(Collected data entries)
%%

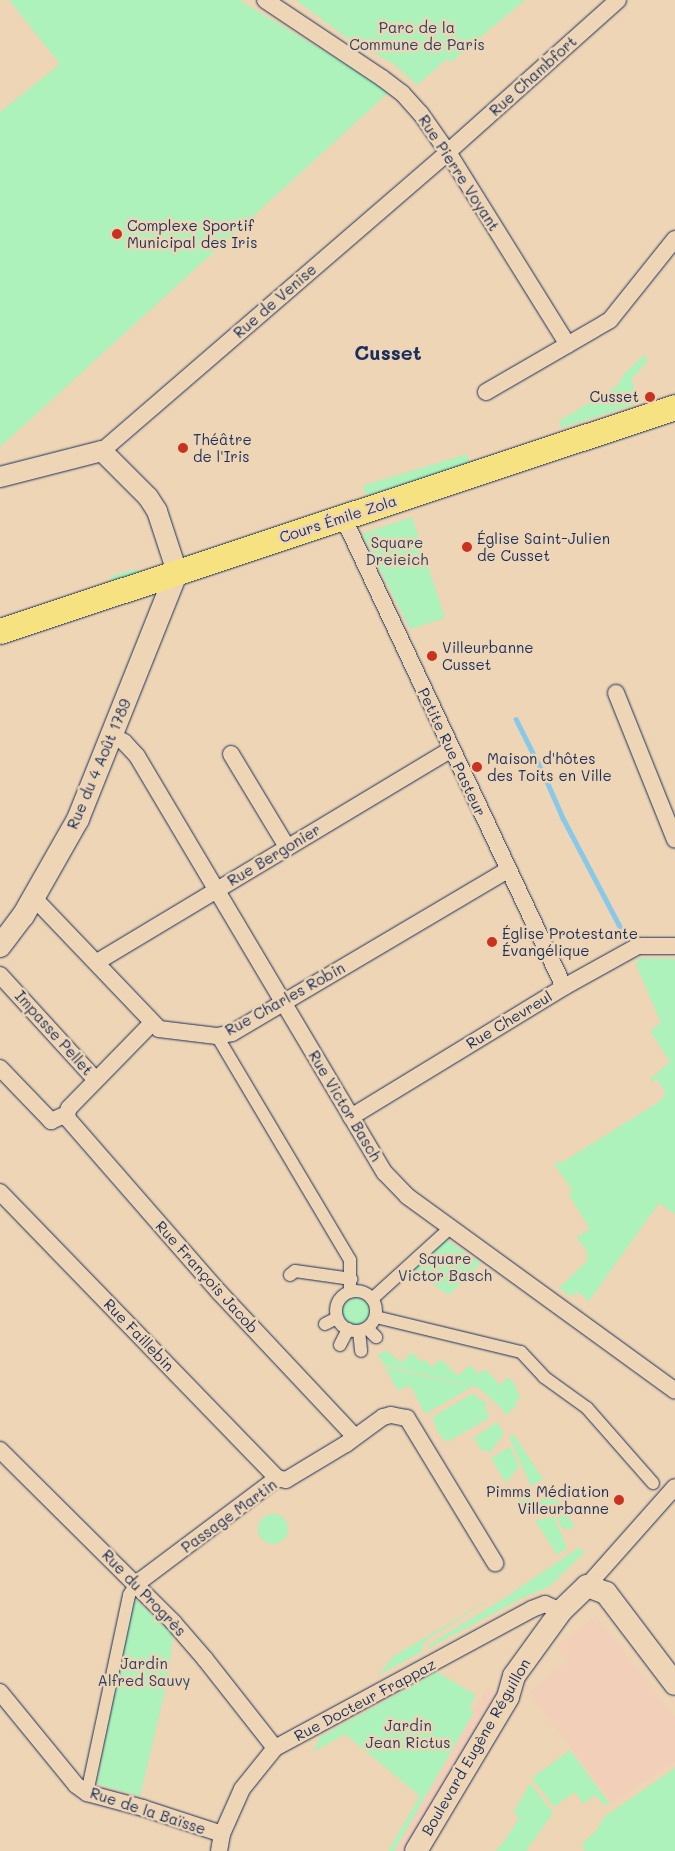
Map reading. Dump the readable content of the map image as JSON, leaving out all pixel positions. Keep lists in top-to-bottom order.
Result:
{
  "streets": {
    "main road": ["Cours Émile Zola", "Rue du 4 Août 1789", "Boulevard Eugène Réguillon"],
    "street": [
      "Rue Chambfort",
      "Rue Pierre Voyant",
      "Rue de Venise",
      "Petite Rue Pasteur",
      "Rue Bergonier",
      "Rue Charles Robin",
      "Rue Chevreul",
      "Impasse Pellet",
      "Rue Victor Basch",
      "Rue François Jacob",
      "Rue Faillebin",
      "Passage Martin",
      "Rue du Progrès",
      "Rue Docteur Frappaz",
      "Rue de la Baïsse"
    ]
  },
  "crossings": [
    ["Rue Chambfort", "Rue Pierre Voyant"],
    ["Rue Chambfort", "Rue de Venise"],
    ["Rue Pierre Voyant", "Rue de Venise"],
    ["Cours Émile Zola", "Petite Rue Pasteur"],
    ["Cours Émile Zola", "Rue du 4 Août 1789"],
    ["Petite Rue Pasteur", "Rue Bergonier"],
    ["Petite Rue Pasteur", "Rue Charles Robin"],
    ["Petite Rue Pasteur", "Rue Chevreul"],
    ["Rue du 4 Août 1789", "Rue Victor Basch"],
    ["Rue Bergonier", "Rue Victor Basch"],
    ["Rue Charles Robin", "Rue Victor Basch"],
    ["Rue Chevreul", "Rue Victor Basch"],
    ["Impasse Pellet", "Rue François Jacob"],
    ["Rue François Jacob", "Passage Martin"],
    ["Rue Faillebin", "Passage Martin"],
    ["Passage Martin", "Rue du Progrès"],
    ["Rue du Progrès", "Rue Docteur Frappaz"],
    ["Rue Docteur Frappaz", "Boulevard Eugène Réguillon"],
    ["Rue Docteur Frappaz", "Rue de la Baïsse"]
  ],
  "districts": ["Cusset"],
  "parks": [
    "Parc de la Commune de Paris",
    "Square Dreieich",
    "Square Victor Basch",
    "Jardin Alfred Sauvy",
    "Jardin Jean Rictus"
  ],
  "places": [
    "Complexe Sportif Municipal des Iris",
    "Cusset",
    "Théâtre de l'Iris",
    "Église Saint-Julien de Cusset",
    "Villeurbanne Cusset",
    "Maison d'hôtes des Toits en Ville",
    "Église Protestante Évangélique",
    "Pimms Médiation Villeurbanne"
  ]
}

%%
%%

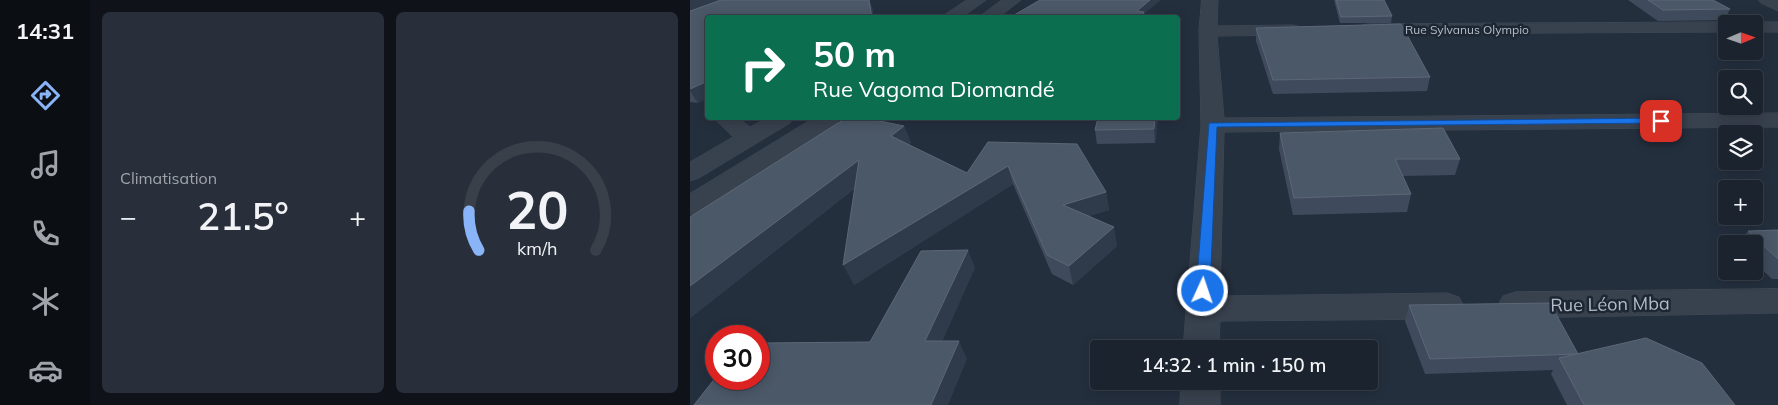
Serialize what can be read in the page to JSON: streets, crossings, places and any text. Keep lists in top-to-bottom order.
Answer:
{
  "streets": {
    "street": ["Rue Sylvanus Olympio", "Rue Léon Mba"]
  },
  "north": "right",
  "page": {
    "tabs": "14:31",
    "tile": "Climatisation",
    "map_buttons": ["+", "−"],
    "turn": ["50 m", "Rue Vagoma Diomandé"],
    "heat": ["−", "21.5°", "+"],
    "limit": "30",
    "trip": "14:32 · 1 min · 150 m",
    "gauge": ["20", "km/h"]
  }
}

%%

= TRY IT =
The answer must be every line from the entries above that holds the string "bottom".

= THE COMPLETED TASK =
Map reading. Dump the readable content of the map image as JSON, leaving out all pixel positions. Keep lists in top-to-bottom order.
Serialize what can be read in the page to JSON: streets, crossings, places and any text. Keep lists in top-to-bottom order.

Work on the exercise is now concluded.